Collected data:
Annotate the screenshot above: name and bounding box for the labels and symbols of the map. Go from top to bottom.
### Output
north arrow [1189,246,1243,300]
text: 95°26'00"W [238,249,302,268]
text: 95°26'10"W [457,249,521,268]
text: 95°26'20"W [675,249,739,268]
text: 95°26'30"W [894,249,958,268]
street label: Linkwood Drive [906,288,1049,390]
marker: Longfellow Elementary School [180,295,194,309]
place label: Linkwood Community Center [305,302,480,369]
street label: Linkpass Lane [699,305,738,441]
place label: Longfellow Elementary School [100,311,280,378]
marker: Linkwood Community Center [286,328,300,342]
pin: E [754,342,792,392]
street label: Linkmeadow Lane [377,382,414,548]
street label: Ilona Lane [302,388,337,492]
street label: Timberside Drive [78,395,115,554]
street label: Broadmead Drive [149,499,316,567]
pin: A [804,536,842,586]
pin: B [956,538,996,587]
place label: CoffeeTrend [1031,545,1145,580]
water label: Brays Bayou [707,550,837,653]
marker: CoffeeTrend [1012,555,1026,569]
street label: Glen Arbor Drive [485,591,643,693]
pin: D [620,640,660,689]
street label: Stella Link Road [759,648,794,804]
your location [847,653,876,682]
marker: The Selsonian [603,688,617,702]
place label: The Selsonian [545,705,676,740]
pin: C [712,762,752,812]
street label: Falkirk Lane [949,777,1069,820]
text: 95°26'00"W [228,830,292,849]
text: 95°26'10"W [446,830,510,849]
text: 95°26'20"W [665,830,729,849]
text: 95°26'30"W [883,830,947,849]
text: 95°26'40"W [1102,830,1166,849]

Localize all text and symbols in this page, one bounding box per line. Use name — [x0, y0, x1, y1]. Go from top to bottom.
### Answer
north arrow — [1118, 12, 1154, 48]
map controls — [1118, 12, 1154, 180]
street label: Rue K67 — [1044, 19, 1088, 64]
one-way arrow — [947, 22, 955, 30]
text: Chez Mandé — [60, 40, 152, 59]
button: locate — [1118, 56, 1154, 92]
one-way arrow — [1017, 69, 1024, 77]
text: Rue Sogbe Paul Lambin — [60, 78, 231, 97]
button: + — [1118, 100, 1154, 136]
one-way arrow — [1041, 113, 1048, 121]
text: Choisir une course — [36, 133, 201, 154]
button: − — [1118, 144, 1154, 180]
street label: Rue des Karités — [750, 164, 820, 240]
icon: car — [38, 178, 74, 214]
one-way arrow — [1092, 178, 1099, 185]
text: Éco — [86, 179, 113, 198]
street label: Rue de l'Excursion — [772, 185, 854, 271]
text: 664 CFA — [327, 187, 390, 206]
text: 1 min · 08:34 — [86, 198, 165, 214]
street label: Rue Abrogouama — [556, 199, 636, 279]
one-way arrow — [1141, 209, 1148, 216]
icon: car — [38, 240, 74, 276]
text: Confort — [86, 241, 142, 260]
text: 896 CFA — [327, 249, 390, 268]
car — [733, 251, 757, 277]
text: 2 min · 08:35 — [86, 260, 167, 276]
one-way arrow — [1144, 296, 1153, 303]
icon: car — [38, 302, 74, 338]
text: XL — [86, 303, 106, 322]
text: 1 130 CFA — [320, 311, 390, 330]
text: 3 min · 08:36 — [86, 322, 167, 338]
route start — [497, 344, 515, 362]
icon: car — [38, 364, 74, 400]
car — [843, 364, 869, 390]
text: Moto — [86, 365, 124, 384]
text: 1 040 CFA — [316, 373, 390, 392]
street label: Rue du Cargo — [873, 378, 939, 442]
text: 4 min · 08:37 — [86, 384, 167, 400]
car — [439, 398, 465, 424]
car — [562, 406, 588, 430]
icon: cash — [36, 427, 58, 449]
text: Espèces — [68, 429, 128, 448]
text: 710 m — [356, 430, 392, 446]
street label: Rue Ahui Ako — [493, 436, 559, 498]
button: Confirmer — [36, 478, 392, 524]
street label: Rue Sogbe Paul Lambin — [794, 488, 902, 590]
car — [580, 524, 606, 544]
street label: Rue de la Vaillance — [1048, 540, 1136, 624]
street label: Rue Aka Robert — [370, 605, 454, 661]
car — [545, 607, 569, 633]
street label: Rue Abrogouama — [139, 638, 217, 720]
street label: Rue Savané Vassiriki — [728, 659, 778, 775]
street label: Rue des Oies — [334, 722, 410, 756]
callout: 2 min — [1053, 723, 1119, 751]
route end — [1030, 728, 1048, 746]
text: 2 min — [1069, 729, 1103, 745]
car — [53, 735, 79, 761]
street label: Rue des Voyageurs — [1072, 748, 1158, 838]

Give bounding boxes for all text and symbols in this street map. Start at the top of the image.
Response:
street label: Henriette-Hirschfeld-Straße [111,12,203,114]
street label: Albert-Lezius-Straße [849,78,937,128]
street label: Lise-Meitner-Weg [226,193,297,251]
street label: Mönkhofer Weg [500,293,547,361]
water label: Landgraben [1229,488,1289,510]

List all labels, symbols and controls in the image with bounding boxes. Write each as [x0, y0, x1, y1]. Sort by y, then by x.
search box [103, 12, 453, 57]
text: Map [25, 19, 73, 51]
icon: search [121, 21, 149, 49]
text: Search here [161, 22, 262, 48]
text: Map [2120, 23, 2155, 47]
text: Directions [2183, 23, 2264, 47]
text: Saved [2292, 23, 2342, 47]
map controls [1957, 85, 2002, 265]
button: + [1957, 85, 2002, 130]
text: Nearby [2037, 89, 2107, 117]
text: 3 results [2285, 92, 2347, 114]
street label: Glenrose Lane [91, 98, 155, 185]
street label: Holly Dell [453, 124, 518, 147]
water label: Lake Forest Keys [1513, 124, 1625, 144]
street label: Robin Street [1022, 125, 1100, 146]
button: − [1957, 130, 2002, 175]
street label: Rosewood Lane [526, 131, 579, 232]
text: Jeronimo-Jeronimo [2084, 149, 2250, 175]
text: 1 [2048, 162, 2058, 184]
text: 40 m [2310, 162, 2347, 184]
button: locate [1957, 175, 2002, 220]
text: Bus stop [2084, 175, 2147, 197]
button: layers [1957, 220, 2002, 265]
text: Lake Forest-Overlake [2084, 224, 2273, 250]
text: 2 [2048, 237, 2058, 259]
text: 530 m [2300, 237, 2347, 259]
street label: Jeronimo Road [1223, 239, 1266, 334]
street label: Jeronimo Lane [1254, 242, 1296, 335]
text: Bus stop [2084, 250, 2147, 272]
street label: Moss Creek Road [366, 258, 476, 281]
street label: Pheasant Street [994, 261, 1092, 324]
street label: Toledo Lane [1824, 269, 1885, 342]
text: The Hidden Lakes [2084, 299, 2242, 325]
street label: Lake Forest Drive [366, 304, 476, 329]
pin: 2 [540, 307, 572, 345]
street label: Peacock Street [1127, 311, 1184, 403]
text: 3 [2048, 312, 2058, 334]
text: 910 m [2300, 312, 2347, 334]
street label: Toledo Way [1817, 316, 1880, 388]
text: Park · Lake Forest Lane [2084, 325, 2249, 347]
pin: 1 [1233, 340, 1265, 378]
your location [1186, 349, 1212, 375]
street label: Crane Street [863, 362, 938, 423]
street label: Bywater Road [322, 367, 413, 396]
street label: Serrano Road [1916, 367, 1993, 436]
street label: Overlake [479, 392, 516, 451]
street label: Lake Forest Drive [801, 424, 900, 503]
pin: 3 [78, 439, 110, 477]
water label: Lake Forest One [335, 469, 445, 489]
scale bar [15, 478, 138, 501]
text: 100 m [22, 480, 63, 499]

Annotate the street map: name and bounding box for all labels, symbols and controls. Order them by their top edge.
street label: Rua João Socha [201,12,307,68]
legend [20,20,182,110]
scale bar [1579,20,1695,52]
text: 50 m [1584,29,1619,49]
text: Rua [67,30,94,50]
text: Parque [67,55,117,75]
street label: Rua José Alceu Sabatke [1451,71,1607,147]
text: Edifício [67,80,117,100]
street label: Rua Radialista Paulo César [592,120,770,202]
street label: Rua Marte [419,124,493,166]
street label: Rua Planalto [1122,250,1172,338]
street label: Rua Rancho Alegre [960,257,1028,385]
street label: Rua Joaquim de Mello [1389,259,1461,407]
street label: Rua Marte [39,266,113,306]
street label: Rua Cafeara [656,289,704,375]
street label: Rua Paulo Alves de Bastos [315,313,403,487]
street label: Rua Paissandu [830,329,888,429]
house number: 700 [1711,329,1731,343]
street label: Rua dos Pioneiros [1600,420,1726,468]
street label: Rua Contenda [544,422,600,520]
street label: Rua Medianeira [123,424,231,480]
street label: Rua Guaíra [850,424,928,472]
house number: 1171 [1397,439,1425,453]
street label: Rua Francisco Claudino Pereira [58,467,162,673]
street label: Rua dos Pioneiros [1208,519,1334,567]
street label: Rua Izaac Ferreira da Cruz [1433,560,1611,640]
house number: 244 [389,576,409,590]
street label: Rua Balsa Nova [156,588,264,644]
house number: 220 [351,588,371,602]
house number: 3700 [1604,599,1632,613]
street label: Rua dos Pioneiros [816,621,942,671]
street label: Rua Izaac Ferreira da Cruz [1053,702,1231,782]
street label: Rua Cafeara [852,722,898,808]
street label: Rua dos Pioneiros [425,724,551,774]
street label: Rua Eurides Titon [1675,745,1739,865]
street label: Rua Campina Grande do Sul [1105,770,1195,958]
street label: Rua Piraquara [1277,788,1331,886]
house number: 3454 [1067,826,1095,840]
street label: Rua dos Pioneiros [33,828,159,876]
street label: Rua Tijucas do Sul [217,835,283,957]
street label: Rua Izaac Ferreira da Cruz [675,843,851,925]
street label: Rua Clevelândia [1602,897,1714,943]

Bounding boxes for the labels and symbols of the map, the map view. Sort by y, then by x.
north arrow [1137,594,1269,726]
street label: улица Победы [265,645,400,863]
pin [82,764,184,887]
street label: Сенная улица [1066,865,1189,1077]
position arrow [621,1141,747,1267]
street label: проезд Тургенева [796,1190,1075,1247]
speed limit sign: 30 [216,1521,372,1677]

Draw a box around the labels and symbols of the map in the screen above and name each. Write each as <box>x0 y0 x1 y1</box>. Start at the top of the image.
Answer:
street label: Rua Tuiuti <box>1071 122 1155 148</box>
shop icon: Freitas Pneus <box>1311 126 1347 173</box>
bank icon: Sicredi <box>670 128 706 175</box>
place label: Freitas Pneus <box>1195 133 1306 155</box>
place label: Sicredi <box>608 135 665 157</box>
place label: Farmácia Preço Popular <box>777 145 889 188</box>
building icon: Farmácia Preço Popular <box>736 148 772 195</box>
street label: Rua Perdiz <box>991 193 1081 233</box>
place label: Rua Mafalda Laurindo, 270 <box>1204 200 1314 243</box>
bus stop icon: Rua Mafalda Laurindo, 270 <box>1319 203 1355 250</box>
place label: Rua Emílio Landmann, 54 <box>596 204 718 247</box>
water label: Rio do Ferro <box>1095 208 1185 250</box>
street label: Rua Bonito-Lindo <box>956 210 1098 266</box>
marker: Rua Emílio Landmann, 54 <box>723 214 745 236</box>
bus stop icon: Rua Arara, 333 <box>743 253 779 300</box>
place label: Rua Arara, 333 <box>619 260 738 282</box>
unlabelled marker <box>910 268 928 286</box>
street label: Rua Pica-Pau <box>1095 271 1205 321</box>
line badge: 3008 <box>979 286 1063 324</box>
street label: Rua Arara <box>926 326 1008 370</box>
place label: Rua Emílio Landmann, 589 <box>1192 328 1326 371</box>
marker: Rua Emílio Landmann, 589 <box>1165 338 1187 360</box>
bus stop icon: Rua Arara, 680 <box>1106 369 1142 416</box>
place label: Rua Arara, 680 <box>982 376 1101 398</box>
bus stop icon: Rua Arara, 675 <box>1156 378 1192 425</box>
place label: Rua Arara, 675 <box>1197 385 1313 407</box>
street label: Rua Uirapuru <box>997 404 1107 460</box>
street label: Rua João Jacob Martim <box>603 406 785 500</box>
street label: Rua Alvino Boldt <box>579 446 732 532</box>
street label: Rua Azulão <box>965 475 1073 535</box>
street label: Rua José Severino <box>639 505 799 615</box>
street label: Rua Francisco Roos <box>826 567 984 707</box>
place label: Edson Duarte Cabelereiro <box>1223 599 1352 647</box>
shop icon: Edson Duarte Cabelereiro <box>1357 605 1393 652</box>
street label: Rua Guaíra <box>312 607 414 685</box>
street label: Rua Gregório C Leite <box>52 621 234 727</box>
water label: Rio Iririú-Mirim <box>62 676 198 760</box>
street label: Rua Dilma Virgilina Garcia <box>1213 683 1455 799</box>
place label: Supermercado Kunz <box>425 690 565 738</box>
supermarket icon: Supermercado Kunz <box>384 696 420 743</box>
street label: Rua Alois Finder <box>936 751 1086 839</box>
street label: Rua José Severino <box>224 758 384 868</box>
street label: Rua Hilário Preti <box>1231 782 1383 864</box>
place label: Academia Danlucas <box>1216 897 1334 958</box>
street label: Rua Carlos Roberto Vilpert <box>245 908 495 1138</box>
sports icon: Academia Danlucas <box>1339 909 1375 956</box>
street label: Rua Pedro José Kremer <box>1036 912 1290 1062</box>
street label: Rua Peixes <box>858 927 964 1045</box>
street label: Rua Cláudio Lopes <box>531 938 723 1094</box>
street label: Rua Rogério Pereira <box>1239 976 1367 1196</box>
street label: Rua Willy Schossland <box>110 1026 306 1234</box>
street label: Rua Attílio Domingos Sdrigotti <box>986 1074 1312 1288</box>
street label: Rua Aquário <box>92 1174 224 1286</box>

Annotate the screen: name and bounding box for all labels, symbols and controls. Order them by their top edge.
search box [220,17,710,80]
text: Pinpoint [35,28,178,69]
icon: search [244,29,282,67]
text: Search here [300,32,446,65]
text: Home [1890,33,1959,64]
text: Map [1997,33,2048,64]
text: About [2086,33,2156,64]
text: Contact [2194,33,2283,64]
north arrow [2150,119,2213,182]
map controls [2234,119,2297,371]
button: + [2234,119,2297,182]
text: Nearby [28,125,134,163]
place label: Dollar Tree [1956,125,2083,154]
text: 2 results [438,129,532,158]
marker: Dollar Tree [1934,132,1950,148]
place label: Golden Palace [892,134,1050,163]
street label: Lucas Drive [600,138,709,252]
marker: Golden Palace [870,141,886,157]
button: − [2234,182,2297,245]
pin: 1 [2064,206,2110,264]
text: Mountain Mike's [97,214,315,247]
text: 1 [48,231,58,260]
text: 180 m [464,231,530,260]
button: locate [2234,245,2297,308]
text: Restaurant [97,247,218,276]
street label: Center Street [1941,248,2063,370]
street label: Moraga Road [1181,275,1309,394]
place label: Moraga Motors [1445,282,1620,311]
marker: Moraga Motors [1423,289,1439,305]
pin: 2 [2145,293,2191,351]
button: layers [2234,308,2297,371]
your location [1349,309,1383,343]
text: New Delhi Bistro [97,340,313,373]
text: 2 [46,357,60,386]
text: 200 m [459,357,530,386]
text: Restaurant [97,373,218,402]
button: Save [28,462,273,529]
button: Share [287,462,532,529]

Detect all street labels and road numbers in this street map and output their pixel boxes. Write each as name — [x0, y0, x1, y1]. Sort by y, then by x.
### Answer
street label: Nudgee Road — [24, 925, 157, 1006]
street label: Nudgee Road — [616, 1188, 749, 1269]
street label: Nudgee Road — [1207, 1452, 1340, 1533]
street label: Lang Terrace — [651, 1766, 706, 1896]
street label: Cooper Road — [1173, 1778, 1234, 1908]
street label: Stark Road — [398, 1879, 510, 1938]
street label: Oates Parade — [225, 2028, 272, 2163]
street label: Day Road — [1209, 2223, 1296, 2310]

* What this task involves
Take every line above that includes the string "Lambin" and return it.

* Task answer
text: Rue Sogbe Paul Lambin — [60, 78, 231, 97]
street label: Rue Sogbe Paul Lambin — [794, 488, 902, 590]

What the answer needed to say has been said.